Option 2 | Annual Election Period (AEP)

  • The enrollment window that occurs when you’re already enrolled in Medicare
  • The window begins on October 15th and continues through December 7th
  • This is when you can make changes to your annual plan for the upcoming year

Option 3 | Late Enrollment Period

  • The enrollment window that occurs for those enrolled in Medicare Advantage Plans
  • The window begins on January 1st and continues through March 31st
  • This is when someone on a Medicare Advantage Plan can change to another Advantage Plan, add a Part D drug plan, and/or go back to original Medicare if they wish.

3:35 | What does Medicare cost?
For 2022, the starting rate for Medicare (Part B) is $170.10 per month. If you’re taking Social Security, the money will be taken out of your Social Security check. If you’re not on Social Security, you will be sent a quarterly bill in the mail for about $510.

4:04 | What is the difference between Medicare Part A and Part B, and why someone would choose Part B and elect to pay for it?

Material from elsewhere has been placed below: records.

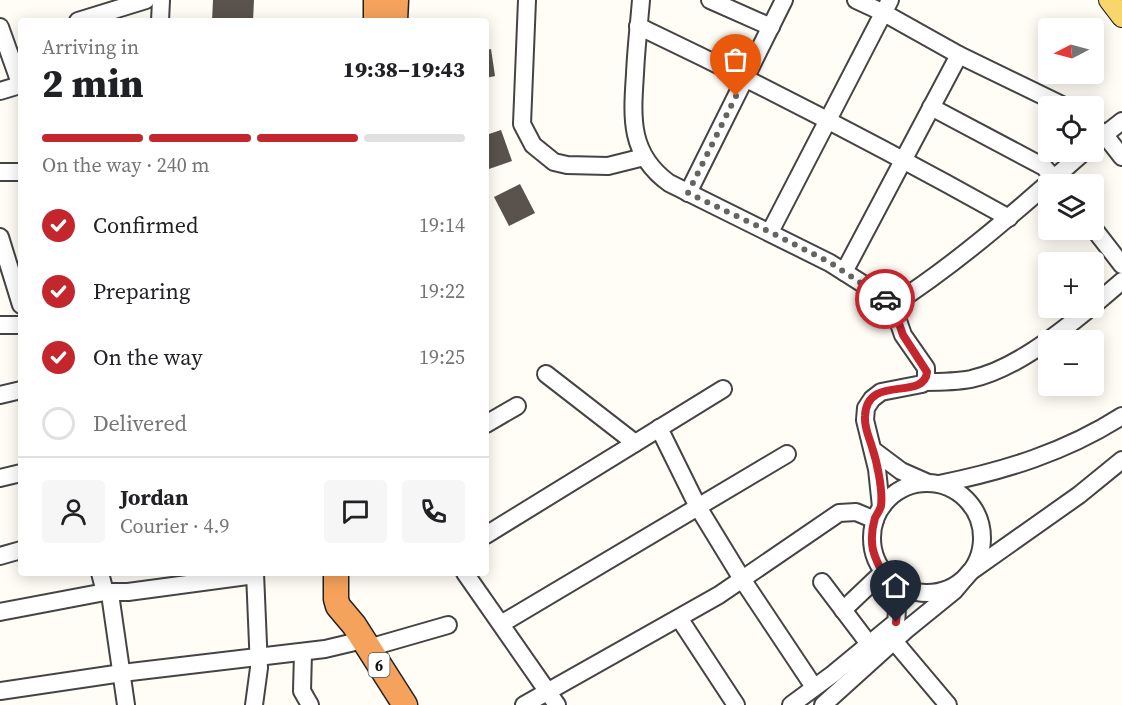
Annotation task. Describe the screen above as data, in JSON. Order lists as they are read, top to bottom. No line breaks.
{"streets":{"highway":["6"]},"north":"left","page":{"map_buttons":["+","−"],"heading":["2 min","Arriving in","19:38–19:43"],"panel":["Jordan","Courier · 4.9"],"bar":"On the way · 240 m","list":[["Confirmed","19:14"],["Preparing","19:22"],["On the way","19:25"],"Delivered"]}}
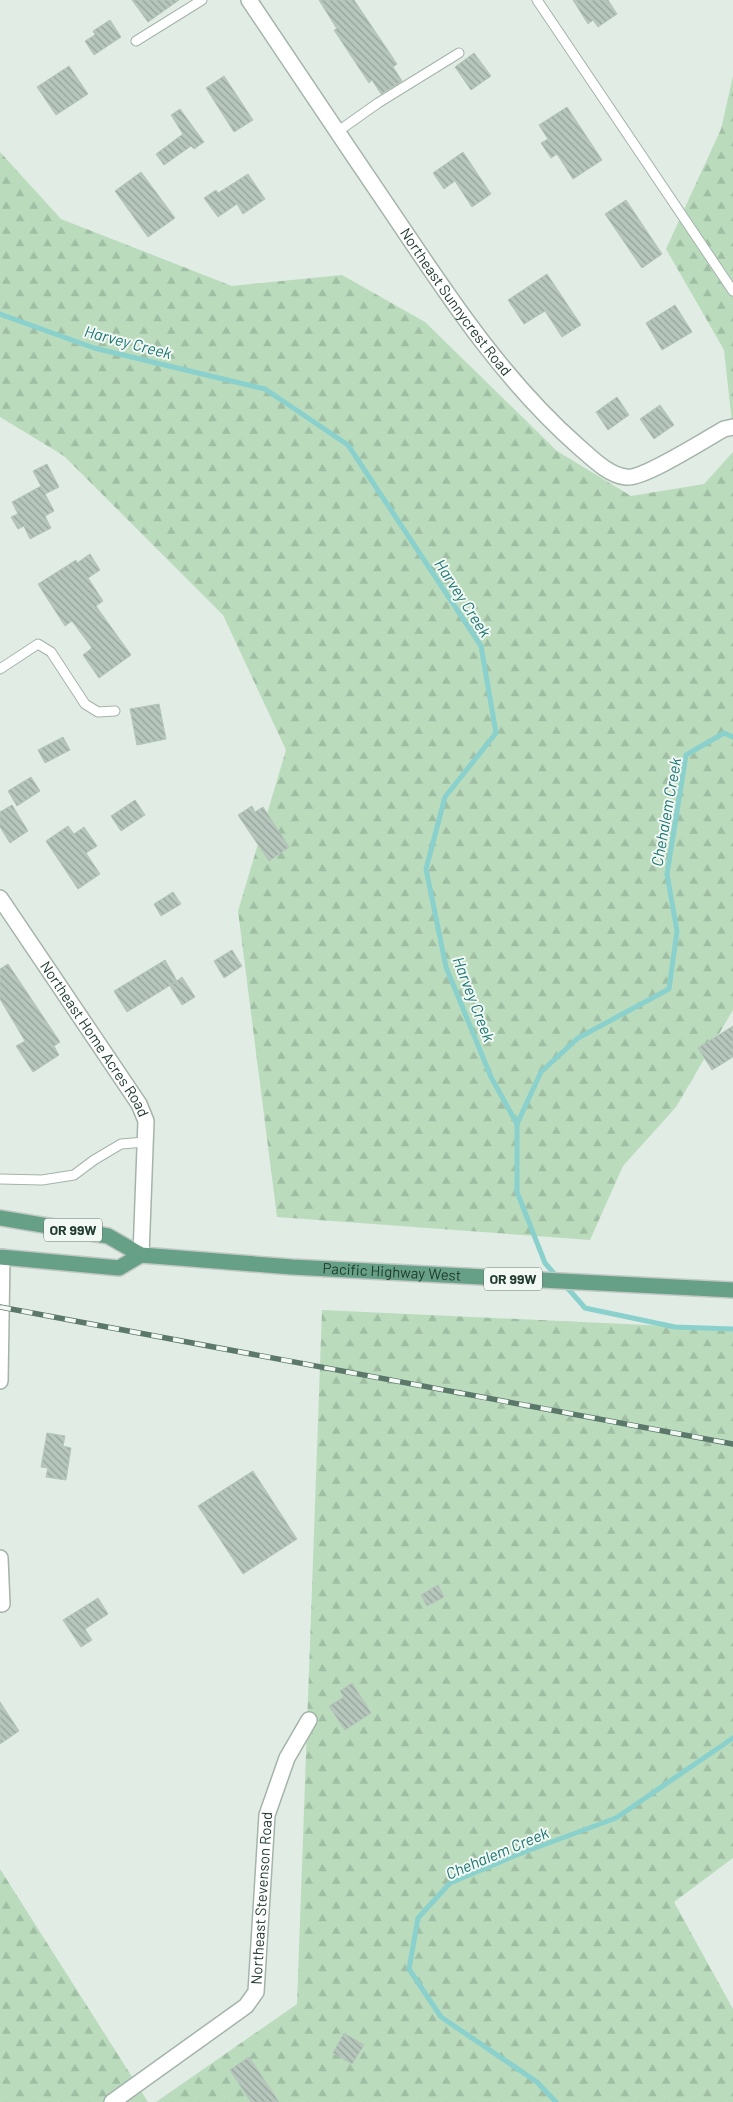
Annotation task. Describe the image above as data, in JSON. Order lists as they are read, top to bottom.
{
  "streets": {
    "main road": ["OR 99W", "Pacific Highway West"],
    "street": ["Northeast Sunnycrest Road", "Northeast Home Acres Road", "Northeast Stevenson Road"]
  },
  "crossings": [
    ["Northeast Home Acres Road", "OR 99W"],
    ["Northeast Home Acres Road", "Pacific Highway West"],
    ["OR 99W", "Pacific Highway West"]
  ],
  "water": ["Harvey Creek", "Chehalem Creek"]
}
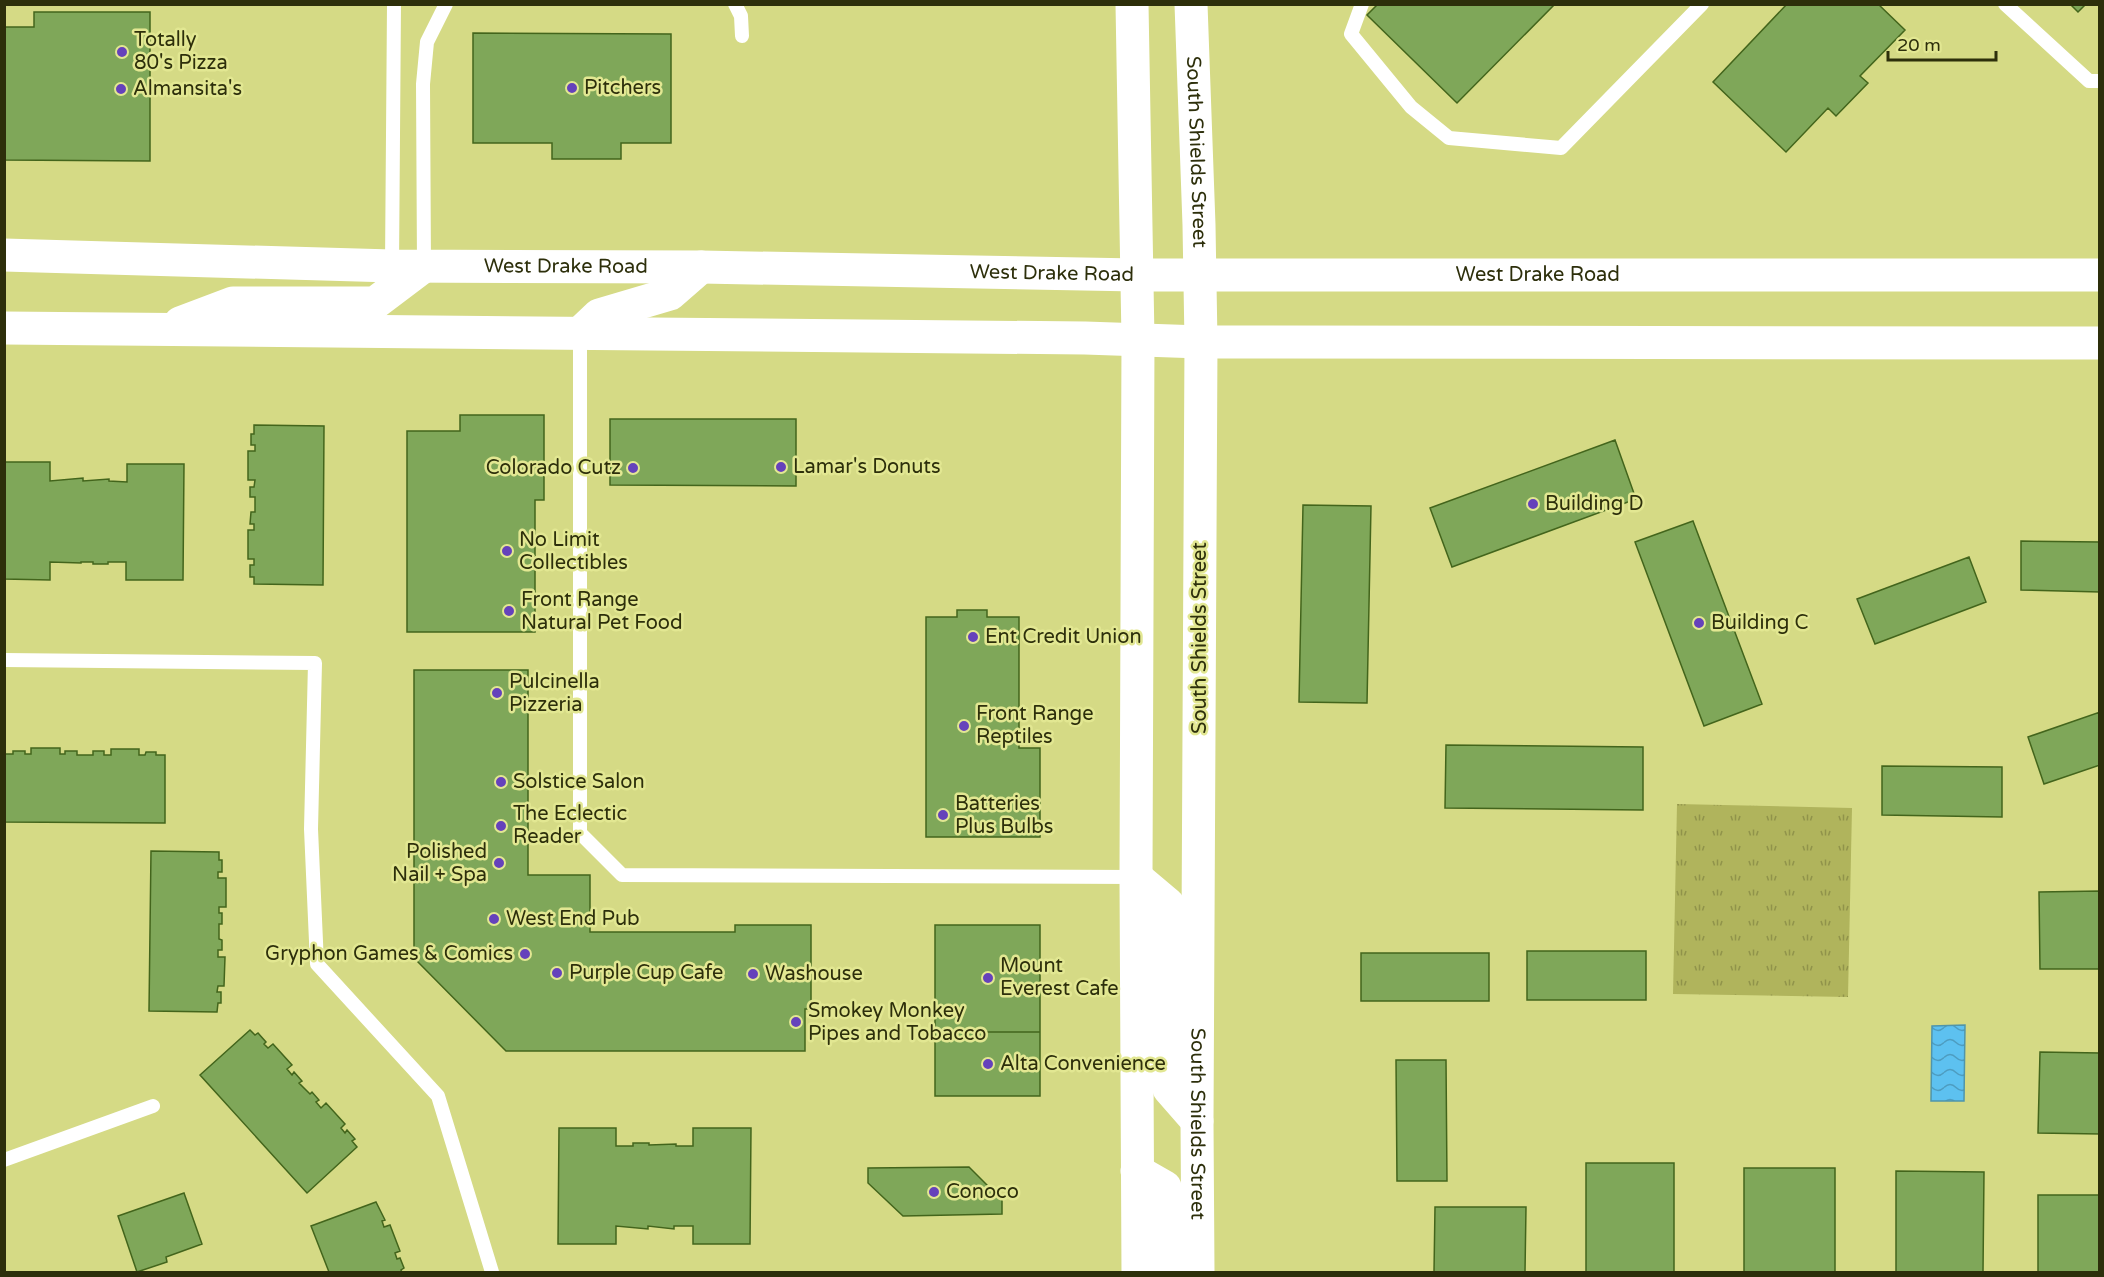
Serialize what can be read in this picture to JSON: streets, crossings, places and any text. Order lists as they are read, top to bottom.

Original Medicare comes in two parts, Part A and Part B.

Medicare | Part A

  • Part A mainly covers being admitted to the hospital, but also includes things like a skilled nursing facility, hospice care and home healthcare.
  • When someone pays Social Security or Medicare taxes through their working paychecks, they are paying in advance for Medicare Part A. As long as you or your spouse have worked and paid into Medicare taxes for 10 years or more, there is no monthly cost for Medicare Part A.
  • Most people still opt into Part A even if they plan to continue working past the age of 65, because it is a free benefit.

Medicare | Part B

  • Part B covers all other medical services not covered by Part A. Some examples include seeing your primary care provider, having outpatient procedures done, a trip to the emergency room, cancer treatments, and durable medical equipment. If you do not opt into Medicare Part B, you will not have coverage for any of the services listed.
  • Unless you qualify for state Medicaid, there is a monthly cost for Medicare Part B. On average, people commonly pay about $170.10 per month for 2022.
  • If someone wishes to sign up for a Medicare Advantage or Supplement plan, they must have both Medicare Part A and Part B. Because of this, Part B is valuable to have if you want really good medical coverage.

6:08 | What does IRMAA stand for and why is it important?
IRMAA stands for Income Related Medicare Adjustment Amount and is connected to both Medicare Part B and Part D, which is your drug coverage. Most people pay $170.10 per month for Medicare, but if the government estimates that you earn more money than the average person, you will get charged more per month for Part B and Part D.

To determine this, they look at your taxes for the last two years, focusing on your Modified Adjusted Gross Income. This number is commonly found on the first page of your tax return. Right now, the government is looking at tax returns from 2022. Starting in January of 2023, they’ll begin looking at tax returns from 2021.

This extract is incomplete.